The only answer was the weighty silence, a clear message that no help was to be found next door. If he’d answered? What could he, a prisoner as I was, do to help? Would he hide the pumpkins for me and incur another beating on my behalf when the ruse failed? Impossible. I couldn’t even get the pumpkins out through the bars.

Dread blanketed me, swallowing me whole. As I settled deep within the beast’s belly, I knew there would be no escape.

I returned to the pumpkins and sank to my knees in front of the largest one.

And awaited my fate.



I didn’t move from my kneeled position in the far right corner of the cell as the rattle of the lock drifted down the damp hall. When the dungeon door creaked open, I didn’t even shift my position. What was the point?

I had a fleeting hope the person wouldn’t be Jotun, but his heavy tread announced him as he crossed the room.

At least my mind had broken partially free from stunned disbelief. The time spent gazing in astonishment at the pumpkins had unlocked one truth.

I knew why this had happened. Rather, I knew who made it happen.

I knew what Tyr was.

He’d healed me more times than I could count. Brought me back from the precipice of death. Not only that, in the last week he’d begun to heal my heart of its wounds, too. At least it felt that way.
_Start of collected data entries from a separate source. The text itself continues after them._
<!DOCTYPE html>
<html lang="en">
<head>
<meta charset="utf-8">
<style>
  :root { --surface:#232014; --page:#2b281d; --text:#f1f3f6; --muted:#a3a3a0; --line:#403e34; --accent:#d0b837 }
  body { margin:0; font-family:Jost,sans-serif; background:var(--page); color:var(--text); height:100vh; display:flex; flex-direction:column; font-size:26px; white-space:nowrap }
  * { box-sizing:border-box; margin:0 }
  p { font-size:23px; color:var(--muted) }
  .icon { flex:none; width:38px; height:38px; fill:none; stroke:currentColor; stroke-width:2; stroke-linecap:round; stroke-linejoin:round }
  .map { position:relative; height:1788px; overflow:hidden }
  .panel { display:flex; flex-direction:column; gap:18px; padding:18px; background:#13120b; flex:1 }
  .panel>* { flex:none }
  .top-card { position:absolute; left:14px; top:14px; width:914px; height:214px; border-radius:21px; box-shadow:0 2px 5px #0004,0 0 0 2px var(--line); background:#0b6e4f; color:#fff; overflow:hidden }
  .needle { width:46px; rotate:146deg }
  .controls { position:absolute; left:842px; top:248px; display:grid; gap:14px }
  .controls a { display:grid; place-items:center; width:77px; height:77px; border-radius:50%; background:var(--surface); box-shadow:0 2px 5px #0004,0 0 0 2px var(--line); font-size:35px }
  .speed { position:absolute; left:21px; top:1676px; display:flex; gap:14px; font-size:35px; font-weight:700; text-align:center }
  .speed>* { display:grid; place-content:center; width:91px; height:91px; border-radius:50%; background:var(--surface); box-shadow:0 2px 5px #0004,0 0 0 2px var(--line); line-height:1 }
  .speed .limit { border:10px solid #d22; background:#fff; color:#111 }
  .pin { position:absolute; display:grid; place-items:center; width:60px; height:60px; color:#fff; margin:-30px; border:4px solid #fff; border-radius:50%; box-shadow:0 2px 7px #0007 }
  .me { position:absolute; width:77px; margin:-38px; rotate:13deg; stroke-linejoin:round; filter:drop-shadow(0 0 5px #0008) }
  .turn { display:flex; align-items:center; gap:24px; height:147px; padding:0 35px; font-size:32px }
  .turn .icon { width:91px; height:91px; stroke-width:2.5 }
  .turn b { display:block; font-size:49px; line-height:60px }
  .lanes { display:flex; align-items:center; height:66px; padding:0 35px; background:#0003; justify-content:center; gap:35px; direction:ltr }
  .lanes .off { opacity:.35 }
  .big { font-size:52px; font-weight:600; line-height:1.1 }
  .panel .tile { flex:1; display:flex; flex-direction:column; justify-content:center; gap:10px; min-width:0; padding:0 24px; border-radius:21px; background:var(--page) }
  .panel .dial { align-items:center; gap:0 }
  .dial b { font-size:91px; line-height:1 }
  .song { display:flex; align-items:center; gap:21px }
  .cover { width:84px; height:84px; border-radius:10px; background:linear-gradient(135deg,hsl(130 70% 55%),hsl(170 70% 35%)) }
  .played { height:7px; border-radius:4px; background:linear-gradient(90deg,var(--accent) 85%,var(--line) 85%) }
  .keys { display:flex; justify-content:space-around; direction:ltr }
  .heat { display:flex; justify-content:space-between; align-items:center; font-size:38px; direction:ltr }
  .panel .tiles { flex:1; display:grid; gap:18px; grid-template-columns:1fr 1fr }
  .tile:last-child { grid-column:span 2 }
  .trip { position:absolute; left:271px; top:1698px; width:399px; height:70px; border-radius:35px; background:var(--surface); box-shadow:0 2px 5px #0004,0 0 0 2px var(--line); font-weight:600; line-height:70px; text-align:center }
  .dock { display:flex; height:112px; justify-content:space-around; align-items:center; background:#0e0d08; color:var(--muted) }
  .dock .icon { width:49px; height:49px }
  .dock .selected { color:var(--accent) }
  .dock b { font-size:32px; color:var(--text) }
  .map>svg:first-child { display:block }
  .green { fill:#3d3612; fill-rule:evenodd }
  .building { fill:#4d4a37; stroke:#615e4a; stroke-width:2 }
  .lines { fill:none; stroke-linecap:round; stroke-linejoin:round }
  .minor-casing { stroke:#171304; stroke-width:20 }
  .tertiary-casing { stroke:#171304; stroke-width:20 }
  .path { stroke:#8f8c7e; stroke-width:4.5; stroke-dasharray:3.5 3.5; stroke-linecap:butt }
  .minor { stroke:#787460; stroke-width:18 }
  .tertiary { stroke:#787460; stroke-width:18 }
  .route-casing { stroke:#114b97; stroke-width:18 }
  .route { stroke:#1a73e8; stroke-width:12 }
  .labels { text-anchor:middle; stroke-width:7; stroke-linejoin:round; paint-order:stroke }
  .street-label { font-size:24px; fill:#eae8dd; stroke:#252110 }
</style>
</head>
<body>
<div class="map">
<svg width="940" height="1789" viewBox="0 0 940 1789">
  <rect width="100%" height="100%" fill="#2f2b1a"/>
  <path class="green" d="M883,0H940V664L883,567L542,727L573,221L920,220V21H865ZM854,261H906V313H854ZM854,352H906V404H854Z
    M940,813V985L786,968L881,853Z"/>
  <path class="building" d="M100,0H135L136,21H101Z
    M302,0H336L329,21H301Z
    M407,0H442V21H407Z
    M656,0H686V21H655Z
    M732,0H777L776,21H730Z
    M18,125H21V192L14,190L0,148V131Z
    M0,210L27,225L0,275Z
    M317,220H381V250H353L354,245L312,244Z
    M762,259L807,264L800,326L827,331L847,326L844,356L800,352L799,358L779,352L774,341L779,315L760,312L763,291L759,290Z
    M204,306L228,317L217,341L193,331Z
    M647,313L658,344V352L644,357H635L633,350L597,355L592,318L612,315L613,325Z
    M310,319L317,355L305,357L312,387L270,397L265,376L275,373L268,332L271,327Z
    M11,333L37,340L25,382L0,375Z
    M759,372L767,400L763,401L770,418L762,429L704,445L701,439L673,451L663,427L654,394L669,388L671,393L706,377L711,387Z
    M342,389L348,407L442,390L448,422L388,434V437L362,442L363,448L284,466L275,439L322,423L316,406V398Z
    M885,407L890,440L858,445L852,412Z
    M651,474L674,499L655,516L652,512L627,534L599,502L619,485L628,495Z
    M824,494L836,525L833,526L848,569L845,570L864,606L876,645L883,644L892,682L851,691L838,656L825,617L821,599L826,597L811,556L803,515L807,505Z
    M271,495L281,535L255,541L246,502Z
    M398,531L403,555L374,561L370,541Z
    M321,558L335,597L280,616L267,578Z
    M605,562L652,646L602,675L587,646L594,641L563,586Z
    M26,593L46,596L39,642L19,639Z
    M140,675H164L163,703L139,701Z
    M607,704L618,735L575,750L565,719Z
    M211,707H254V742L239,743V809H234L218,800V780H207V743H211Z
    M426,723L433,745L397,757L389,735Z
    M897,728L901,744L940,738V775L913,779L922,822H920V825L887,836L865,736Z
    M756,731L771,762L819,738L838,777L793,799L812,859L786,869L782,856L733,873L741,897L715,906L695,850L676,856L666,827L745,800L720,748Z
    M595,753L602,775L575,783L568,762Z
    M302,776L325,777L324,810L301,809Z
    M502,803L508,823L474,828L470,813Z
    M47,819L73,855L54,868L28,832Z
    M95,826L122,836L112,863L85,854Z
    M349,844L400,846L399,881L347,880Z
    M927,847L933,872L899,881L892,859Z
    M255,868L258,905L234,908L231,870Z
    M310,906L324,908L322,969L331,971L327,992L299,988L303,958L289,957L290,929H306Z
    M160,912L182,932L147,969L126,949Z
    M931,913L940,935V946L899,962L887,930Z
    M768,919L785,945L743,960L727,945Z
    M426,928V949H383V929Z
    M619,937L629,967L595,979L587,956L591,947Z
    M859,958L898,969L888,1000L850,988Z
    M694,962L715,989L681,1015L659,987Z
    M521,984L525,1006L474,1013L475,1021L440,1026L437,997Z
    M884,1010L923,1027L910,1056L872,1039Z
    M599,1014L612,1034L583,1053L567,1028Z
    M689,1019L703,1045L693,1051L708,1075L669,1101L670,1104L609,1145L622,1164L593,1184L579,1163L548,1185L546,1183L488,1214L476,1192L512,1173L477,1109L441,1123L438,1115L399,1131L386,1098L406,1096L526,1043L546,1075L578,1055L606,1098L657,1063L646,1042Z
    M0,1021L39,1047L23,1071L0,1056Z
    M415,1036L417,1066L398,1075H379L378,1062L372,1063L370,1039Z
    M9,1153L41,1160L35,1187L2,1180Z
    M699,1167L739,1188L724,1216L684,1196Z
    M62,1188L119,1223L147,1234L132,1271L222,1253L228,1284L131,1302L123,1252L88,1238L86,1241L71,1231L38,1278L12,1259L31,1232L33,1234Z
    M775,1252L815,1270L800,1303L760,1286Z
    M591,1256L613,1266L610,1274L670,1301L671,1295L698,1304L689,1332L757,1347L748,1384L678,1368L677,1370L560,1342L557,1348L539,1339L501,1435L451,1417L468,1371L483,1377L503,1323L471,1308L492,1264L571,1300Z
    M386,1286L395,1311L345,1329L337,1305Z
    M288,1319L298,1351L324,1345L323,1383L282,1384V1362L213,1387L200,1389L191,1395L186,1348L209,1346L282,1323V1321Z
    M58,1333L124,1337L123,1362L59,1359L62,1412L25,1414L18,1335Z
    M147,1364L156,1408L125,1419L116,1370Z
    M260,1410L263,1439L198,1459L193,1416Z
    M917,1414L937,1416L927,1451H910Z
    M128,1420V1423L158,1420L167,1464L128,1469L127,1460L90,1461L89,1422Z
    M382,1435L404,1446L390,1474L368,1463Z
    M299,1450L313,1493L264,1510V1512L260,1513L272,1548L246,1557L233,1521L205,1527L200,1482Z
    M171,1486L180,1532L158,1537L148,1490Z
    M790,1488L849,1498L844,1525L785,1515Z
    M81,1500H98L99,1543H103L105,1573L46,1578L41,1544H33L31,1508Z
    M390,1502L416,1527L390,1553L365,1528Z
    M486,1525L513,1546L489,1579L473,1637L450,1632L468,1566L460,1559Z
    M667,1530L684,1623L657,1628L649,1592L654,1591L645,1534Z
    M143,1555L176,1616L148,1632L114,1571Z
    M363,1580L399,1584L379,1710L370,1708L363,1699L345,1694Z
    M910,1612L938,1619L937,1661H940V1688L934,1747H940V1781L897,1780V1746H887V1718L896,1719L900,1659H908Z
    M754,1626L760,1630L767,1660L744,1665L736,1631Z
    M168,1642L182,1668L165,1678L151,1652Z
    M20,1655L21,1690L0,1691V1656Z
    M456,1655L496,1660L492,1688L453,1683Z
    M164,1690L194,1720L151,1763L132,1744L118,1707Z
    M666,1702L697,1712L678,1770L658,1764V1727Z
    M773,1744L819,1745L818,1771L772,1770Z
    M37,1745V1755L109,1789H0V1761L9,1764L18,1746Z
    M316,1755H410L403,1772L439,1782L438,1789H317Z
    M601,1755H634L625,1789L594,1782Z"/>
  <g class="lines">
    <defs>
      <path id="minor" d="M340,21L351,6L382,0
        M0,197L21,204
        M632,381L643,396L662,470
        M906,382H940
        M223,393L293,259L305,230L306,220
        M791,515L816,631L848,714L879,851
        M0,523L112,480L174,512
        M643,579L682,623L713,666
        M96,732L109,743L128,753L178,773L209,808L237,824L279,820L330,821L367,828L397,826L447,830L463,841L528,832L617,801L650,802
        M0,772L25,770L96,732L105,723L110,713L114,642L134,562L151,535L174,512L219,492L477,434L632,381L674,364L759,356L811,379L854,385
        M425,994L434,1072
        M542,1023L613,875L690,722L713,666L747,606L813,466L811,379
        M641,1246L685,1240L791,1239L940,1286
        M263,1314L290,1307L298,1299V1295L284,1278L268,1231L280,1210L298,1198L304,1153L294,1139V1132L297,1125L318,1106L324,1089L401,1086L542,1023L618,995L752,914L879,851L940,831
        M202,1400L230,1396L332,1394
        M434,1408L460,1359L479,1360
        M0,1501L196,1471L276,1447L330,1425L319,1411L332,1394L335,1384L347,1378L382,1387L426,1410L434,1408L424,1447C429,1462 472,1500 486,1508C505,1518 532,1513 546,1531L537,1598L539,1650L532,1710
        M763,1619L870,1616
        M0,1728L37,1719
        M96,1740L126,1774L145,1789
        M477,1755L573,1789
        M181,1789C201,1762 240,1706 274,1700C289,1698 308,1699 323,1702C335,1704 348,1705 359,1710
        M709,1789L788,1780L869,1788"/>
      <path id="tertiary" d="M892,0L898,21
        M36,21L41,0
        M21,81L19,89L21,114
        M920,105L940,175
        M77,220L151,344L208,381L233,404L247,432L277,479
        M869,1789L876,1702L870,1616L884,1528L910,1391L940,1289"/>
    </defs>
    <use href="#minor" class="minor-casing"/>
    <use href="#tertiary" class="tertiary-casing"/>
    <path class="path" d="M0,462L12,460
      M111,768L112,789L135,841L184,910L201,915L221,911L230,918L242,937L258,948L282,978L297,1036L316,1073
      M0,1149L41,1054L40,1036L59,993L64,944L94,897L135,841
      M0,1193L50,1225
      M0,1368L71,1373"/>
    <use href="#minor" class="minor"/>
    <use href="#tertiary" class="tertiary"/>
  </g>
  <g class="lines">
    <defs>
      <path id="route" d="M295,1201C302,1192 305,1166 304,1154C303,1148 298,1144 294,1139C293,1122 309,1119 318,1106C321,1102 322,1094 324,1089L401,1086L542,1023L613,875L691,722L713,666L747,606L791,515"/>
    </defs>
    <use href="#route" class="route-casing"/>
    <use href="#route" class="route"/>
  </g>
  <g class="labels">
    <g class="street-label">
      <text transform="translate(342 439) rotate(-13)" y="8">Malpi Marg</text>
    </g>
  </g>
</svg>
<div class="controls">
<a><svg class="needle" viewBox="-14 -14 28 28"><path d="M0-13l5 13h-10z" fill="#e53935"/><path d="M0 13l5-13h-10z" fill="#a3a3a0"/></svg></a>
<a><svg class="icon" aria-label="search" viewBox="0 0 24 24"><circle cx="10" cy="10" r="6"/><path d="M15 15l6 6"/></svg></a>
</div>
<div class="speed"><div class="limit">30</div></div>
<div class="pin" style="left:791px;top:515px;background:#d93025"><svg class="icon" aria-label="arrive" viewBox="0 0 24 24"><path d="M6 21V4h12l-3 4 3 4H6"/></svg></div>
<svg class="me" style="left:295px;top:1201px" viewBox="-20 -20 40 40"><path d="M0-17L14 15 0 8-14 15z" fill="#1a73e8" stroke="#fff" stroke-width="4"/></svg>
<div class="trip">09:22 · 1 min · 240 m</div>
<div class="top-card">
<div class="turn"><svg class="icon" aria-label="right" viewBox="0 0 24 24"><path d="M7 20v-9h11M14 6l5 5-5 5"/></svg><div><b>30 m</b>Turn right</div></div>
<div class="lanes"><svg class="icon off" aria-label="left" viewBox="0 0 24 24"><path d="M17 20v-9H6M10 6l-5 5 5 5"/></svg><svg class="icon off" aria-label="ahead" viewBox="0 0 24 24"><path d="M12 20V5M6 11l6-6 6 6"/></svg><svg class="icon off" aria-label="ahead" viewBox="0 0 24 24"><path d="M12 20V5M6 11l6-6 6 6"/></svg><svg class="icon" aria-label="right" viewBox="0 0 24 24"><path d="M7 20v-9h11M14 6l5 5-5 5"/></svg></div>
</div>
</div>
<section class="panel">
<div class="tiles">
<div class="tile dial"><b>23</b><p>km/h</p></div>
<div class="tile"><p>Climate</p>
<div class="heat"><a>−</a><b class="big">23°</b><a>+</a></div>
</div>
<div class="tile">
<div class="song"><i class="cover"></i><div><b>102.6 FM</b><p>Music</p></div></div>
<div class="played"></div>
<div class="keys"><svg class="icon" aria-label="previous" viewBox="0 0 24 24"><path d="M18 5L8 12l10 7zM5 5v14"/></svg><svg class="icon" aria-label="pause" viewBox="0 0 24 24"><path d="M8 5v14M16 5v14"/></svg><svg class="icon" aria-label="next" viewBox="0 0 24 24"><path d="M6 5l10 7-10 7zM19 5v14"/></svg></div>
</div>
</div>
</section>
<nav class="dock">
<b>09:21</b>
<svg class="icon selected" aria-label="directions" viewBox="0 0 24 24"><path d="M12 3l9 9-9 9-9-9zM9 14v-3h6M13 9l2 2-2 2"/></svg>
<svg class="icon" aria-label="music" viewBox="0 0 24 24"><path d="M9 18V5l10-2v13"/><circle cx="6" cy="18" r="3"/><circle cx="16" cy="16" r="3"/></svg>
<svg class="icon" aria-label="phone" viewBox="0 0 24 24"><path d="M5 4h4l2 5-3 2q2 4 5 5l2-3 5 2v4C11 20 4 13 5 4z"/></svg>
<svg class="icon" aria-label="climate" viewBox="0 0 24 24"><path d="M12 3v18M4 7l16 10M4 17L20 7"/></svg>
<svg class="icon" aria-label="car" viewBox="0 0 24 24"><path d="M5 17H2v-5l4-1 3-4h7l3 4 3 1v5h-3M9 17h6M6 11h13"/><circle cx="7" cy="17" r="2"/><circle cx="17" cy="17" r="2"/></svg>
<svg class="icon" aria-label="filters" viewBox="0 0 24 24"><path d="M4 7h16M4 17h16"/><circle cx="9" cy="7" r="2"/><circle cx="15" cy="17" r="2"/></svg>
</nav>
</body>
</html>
Tyr was a Phaetyn, a healer. His powers could be used on land or mortals. He could halt death in its tracks. He could make plants grow. He’d done something to the seeds. Unwittingly, I assumed. I knew he’d never intentionally hurt me, not after experiencing his meticulous care firsthand.

Tyr was a Phaetyn.

Phaetyn weren’t dead.

Jotun wrapped his hand around my upper arm, hauling me upright. My gaze stayed on the pumpkin, even as my hated guard ripped one of the orange squash from its prickly vine. Then Jotun hauled both me and the pumpkin from the cell.

The dark, rough dungeon walls blurred into the dark, rough walls of the stairwell, but we kept going up past the torture floor, and then the dark, rough walls blurred into the smooth, gray walls I hadn’t seen in weeks. The windows became more frequent and larger, and light—glorious, blinding, vibrant light—slapped me to my senses. I threw my free hand in front of my eyes to shield them from the onslaught of the sun. After so long in the dark, the light was unbearable.

Tyr was a Phaetyn.

I kept up with Jotun, knowing he would simply drag me to our next destination if I didn’t, but as my eyes adjusted to the light, I began to recognize the grand furnishings. Blood pounded in my ears as Jotun directed me into the one place I feared even more than the torture chamber.

Rows of the king’s guard lined either wall of the magnificent, dreadful, deadly hall. I stared at the ceiling-length double doors ahead and readied myself for what most certainly lay beyond.

I would not betray Tyr. My hooded protector’s secret would not cross my lips. He was a person I owed many times over for my life, and—as I remembered his tender kiss on my forehead—someone who grew more important to me with each passing day. The king drank Phaetyn blood to stay young, I could only imagine what he’d do to Tyr after discovering the truth. I would take his secret with me to my grave. No matter what.